It is bad news for the many afflicted by the agony of back pain. Whichever treatments they try – such as heat pads, chiropractic treatments or ergonomic chairs – only one in five can expect to recover.
A study has found that only 20 per cent of sufferers see their symptoms go away.
Researchers who followed almost 13,000 people over 16 years found the majority of sufferers had persistent or recurring back pain which they could not defeat.
The study, by the Krembil Research Institute in Canada, concludes that other experts may have got it wrong in suggesting back pain will ‘resolve in the vast majority of cases’.
Almost one in five people in their study suffered ongoing, persistent pain, with a third suffering occasional pain.
Lower back pain affects four in five people at some point in their lives and is the largest single cause of disability in Britain, causing one in eight sick days.
Dr Mayilee Canizares, who led the study, said: ‘The bad news was that one in five experienced persistent back pain, with an additional group – almost one in three – who developed back pain over time.
These two groups were associated with greater pain limiting activity, disability, and depression, as well as increased medication use.’

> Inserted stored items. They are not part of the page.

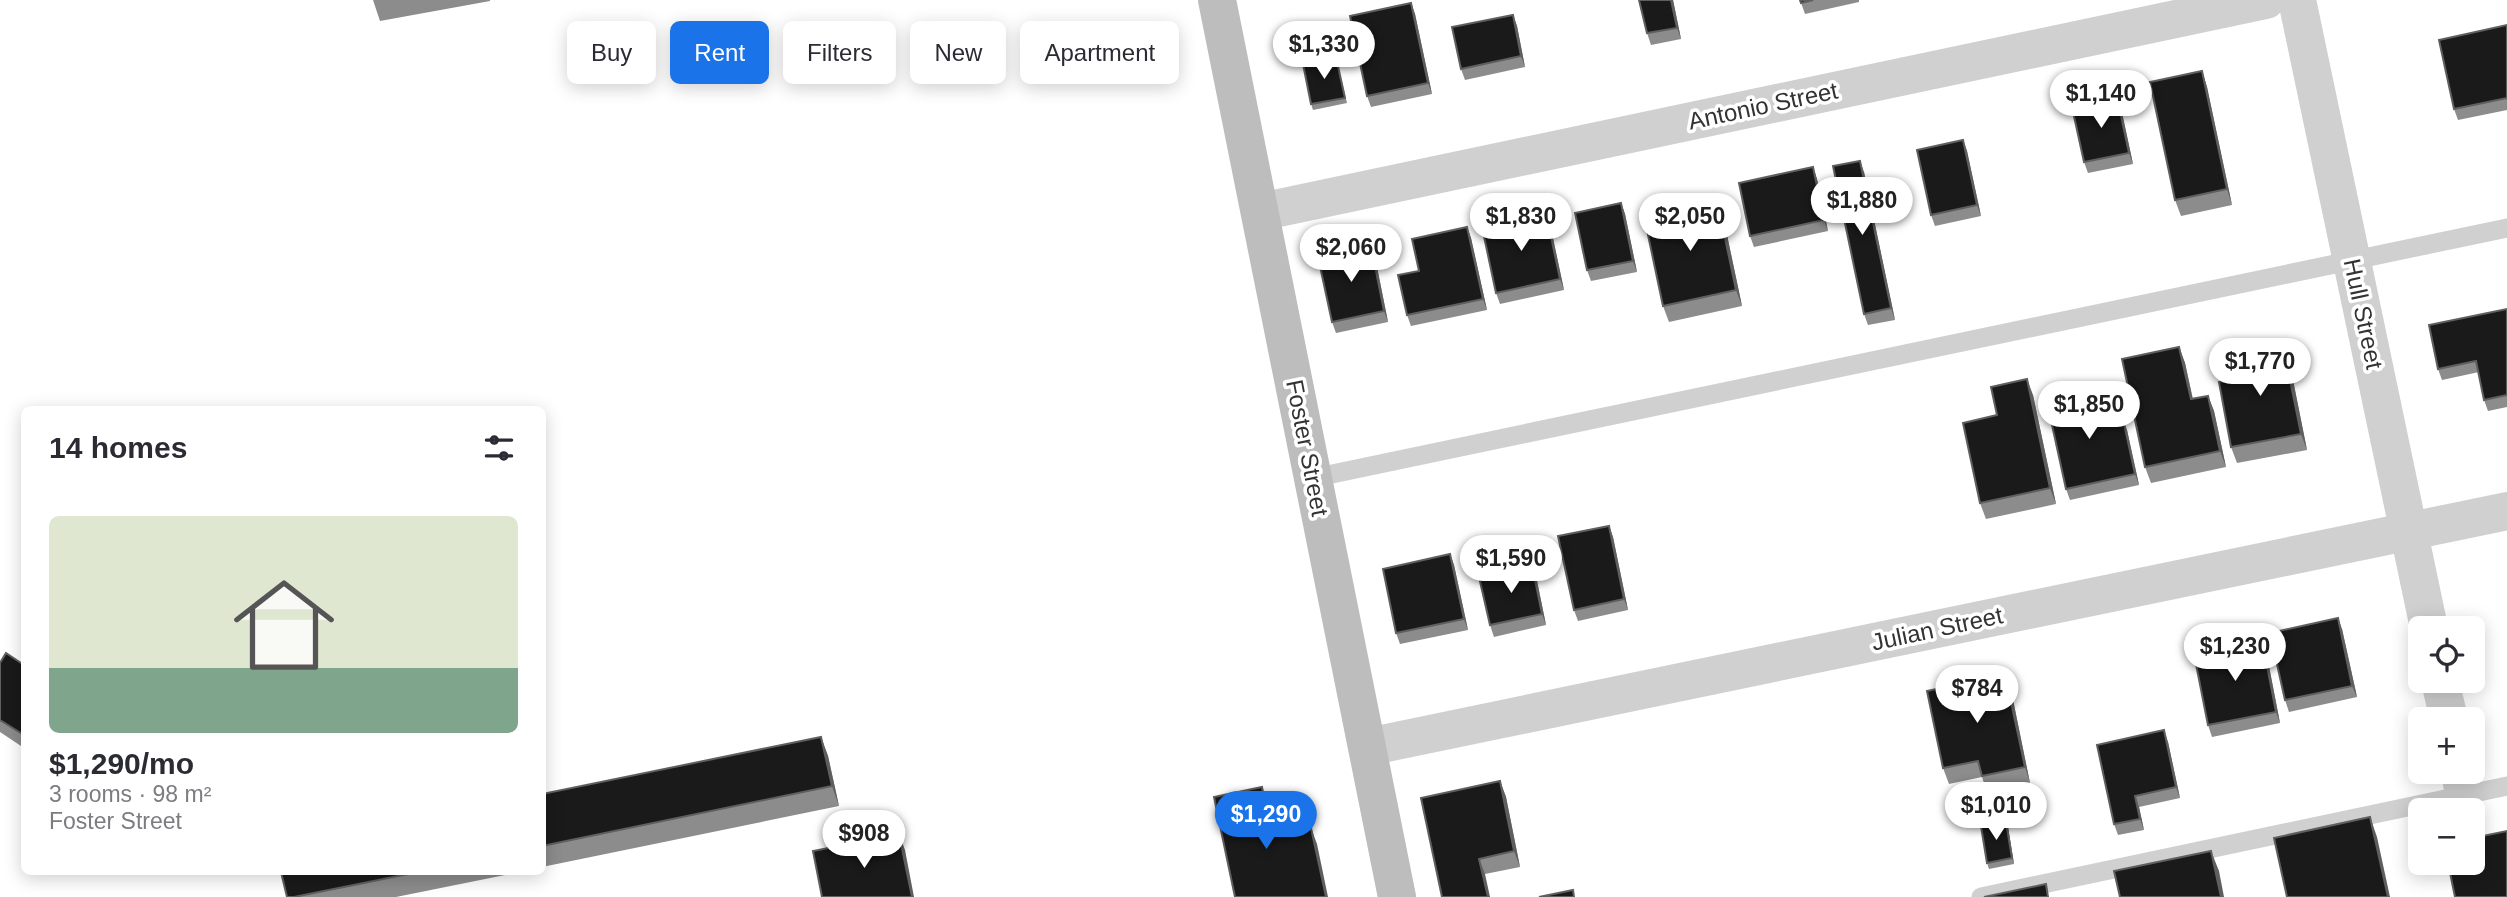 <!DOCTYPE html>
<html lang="en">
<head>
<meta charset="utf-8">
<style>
	body { margin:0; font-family:Arial,sans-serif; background:#f7f7f7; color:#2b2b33; height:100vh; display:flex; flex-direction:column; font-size:26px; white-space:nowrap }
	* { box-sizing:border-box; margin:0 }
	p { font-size:23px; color:#7c7c81 }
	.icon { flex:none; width:38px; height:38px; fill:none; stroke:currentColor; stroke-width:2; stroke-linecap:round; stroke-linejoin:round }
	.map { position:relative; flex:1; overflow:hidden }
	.details { position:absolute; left:21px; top:406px; width:525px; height:469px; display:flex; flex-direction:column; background:#fff; border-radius:10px; box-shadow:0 4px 18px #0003 }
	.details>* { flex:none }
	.banner { position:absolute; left:567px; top:21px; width:665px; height:63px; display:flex; gap:14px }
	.tools { position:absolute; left:2408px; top:616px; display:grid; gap:14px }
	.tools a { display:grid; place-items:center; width:77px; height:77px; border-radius:10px; background:#fff; box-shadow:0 4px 18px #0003; font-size:35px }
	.price { position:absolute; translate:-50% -60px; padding:0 16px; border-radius:24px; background:#fff; color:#222; font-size:23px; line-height:46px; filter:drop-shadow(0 2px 4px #0008) }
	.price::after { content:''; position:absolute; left:50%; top:42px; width:21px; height:16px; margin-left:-10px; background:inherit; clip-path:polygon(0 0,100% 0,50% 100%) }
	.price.selected { background:#1a73e8; color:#fff }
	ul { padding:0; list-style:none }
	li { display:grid; align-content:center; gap:14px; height:371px; padding:0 28px }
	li+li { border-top:2px solid #e1e1e2 }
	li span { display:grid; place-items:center; height:217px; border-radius:10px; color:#555 }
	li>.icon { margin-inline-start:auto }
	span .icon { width:126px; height:126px; fill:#fffc; stroke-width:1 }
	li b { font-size:30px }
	h2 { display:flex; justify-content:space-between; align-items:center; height:84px; padding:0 28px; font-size:30px }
	.pill { padding:0 24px; border-radius:10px; background:#fff; box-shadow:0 4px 18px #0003; font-size:24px; line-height:63px }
	.pill.selected { background:#1a73e8; color:#fff }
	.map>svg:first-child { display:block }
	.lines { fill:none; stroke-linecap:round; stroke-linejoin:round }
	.lane { stroke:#d0d0d0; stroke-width:19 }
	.street { stroke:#d0d0d0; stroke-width:38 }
	.secondary { stroke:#bdbdbd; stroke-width:38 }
	.wall { fill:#8c8c8c }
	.shaded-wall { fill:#5f5f5f }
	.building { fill:#1a1a1a; stroke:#5f5f5f; stroke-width:2 }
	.labels { text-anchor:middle; stroke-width:7; stroke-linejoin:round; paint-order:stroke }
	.street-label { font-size:24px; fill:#333; stroke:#fff }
</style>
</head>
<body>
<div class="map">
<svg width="2507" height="897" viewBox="0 0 2507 897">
	<rect width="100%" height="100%" fill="#fff"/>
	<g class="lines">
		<!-- lane -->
		<path class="lane" d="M1313,478L2507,228
			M1981,897L2507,786"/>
		<!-- street -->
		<path class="street" d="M2297,0L2429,628
			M1260,212L2266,0
			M2440,681L2449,719
			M1367,747L2507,511
			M2460,772L2464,795"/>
		<!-- secondary -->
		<path class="secondary" d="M1217,0L1397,897"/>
	</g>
	<!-- wall -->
	<path class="wall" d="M373,0H490V1L380,21Z
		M1673,0L1681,39L1651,45L1647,33Z
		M1800,0H1859V2L1805,14Z
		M1411,3L1415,14L1432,94L1371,107L1367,96Z
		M1513,15L1517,26L1525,67L1465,80L1461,69Z
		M2507,25V110L2458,120L2454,109Z
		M1336,57L1347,103L1313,110L1311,104Z
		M2202,71L2207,87L2232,205L2181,216L2175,200Z
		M2117,97L2121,108L2133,164L2088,173L2084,162Z
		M1963,140L1967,151L1981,216L1935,226L1931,215Z
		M1813,167L1817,179L1828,231L1754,247L1750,236Z
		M1864,172L1895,320L1868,325L1864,314Z
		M1621,203L1625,214L1637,272L1591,281L1587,270Z
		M1723,216L1742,306L1669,322L1663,306Z
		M1550,224L1564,290L1500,304L1496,293Z
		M1467,227L1471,238L1487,310L1411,326L1407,315L1419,271Z
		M1371,246L1375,257L1388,322L1336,333L1332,322Z
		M2507,309V407L2488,411L2484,400L2479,372L2442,380L2438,369Z
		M2179,347L2185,363L2193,399L2208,396L2214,411L2226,467L2151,483L2145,467Z
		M2289,360L2307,450L2237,463L2231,447L2236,379Z
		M2033,395L2056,504L1986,519L1980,503Z
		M2103,402L2107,422L2127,430L2139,485L2070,500L2066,489Z
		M1609,526L1613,537L1628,610L1578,621L1574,610Z
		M1450,554L1454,565L1468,630L1400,644L1396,633Z
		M1532,565L1536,576L1546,625L1494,637L1490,625Z
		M2342,629L2357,697L2289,712L2285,700Z
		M2248,647L2267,656L2280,723L2212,737L2208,725L2215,655Z
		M0,663L24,665V748L0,732Z
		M2011,690L2030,783L1987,792L1982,777L1949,784L1943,768Z
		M821,737L828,756L839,806L542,867V794Z
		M2168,742L2180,798L2139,807L2144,830L2118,835L2114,824Z
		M1500,781L1506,797L1520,867L1485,874L1442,897Z
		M2008,827L2014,864L1989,869L1987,863Z
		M281,872H520L396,897H287Z"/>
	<!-- shaded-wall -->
	<path class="shaded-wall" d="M1671,0H1673L1681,39L1677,28Z
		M1411,3L1415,14L1432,94L1428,83Z
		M1513,15L1517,26L1525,67L1521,56Z
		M2202,71L2207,87L2232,205L2227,189Z
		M2117,97L2121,108L2133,164L2129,153Z
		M1963,140L1967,151L1981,216L1977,205Z
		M1860,161L1864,172L1895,320L1891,308Z
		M1813,167L1817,179L1828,231L1824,220Z
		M1717,200L1723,216L1742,306L1736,290Z
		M1621,203L1625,214L1637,272L1633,261Z
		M1546,213L1550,224L1564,290L1560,279Z
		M1467,227L1471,238L1487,310L1483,299Z
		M1371,246L1375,257L1388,322L1384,311Z
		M2283,345L2289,360L2307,450L2301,434Z
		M2179,347L2185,363L2196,415L2191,399Z
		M2027,379L2033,395L2056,504L2050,488Z
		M2099,391L2103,402L2109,434L2105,423Z
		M2208,396L2214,411L2226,467L2220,451Z
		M2123,419L2127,430L2139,485L2135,474Z
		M1609,526L1613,537L1628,610L1624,599Z
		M1450,554L1454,565L1468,630L1464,619Z
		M1532,565L1536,576L1546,625L1542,614Z
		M2338,618L2342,629L2357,697L2352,686Z
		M2263,645L2267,656L2280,723L2276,712Z
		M2005,674L2011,690L2030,783L2025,767Z
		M2164,730L2168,742L2180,798L2176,787Z
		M821,737L828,756L839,806L832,786Z
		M1500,781L1506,797L1520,867L1514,851Z
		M1262,787L1268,803L1278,851L1272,836Z
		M2135,796L2139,807L2144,830L2140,819Z
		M2370,817L2377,837L2390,897H2388Z
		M2006,822L2008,827L2014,864L2012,858Z
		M1311,828L1317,844L1328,897H1326Z
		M899,834L905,850L914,897H912Z
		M2211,851L2219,871L2224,897H2221Z
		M1479,859L1485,874L1490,897H1488Z"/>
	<!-- building -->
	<path class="building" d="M1639,0H1671L1677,28L1647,33Z
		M1800,0H1813L1801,3Z
		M1411,3L1428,83L1367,96L1350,16Z
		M1513,15L1521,56L1461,69L1452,27Z
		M2507,25V98L2454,109L2439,40Z
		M1336,57L1345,98L1311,104L1303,64Z
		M2202,71L2227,189L2175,200L2150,82Z
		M2117,97L2129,153L2084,162L2072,107Z
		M1963,140L1977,205L1931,215L1917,150Z
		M1860,161L1891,308L1864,314L1833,166Z
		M1813,167L1824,220L1750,236L1739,183Z
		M1717,200L1736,290L1663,306L1644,216Z
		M1621,203L1633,261L1587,270L1575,213Z
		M1546,213L1560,279L1496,293L1482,227Z
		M1467,227L1483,299L1407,315L1398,275L1419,271L1412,239Z
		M1371,246L1384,311L1332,322L1318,257Z
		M2507,309V395L2484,400L2476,361L2438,369L2429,325Z
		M2283,345L2301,434L2231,447L2219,382L2236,379L2232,355Z
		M2179,347L2191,399L2208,396L2220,451L2145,467L2122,359Z
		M2027,379L2050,488L1980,503L1963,423L1997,415L1991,387Z
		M2099,391L2105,423L2123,419L2135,474L2066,489L2047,402Z
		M1609,526L1624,599L1574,610L1558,536Z
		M1450,554L1464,619L1396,633L1383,569Z
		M1532,565L1542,614L1490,625L1479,577Z
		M2338,618L2352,686L2285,700L2270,633Z
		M2245,639L2247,647L2263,645L2276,712L2208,725L2195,659L2215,655L2213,645Z
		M6,653L24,665V735L0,720V663Z
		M2005,674L2025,767L1982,776L1978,761L1943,768L1927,691Z
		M2164,730L2176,787L2135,796L2140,819L2114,824L2097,745Z
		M821,737L832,786L542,846V794Z
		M1500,781L1514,851L1479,859L1488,897H1442L1421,798Z
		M1262,787L1272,836L1311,828L1326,897H1235L1214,797Z
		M2370,817L2388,897H2287L2274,838Z
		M2006,822L2012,858L1987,863L1981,826Z
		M2507,831V897H2455L2448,863H2473V838Z
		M899,834L912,897H822L813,851Z
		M2211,851L2221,897H2120L2114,871Z
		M281,872H418L294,897H287Z
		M2046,884L2048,897H1984Z
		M1573,890L1574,897H1539Z"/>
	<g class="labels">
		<!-- street labels -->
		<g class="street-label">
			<text transform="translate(1763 106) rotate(-12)" y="8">Antonio Street</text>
			<text transform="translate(2363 314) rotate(78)" y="8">Hull Street</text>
			<text transform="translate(1307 448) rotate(79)" y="8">Foster Street</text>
			<text transform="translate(1937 629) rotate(-12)" y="8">Julian Street</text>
		</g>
	</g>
</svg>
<div class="tools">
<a><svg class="icon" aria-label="locate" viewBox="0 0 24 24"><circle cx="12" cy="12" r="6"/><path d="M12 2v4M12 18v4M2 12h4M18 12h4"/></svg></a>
<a>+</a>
<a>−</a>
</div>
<b class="price" style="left:1324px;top:81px">$1,330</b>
<b class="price" style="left:2101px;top:130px">$1,140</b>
<b class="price" style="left:1862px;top:237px">$1,880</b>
<b class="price" style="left:1521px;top:253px">$1,830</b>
<b class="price" style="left:1690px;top:253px">$2,050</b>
<b class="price" style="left:1351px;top:284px">$2,060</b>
<b class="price" style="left:2260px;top:398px">$1,770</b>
<b class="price" style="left:2089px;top:441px">$1,850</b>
<b class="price" style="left:1511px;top:595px">$1,590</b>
<b class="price" style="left:2235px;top:683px">$1,230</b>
<b class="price" style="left:1977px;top:725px">$784</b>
<b class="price" style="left:1996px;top:842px">$1,010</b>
<b class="price selected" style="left:1266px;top:851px">$1,290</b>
<b class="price" style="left:864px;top:870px">$908</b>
<div class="banner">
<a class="pill">Buy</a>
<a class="pill selected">Rent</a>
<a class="pill">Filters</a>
<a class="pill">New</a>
<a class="pill">Apartment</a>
</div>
<section class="details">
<h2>14 homes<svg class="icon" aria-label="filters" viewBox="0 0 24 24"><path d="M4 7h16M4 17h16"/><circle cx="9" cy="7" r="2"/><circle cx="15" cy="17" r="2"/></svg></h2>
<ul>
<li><span style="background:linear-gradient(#dfe7d0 70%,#7fa58c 0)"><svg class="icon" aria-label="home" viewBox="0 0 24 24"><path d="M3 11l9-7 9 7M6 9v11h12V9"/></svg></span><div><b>$1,290/mo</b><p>3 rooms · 98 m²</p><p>Foster Street</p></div></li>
</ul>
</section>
</div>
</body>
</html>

People with physically demanding jobs were more likely to suffer back pain, but also more likely to recover from it.
The study warns back pain can have a lasting effect, even after people have apparently got better.
Dr Canizares said: ‘The good news is that one in five recovered – however, they continued to use [painkillers] and antidepressants, suggesting that people recovering from back pain need ongoing monitoring.’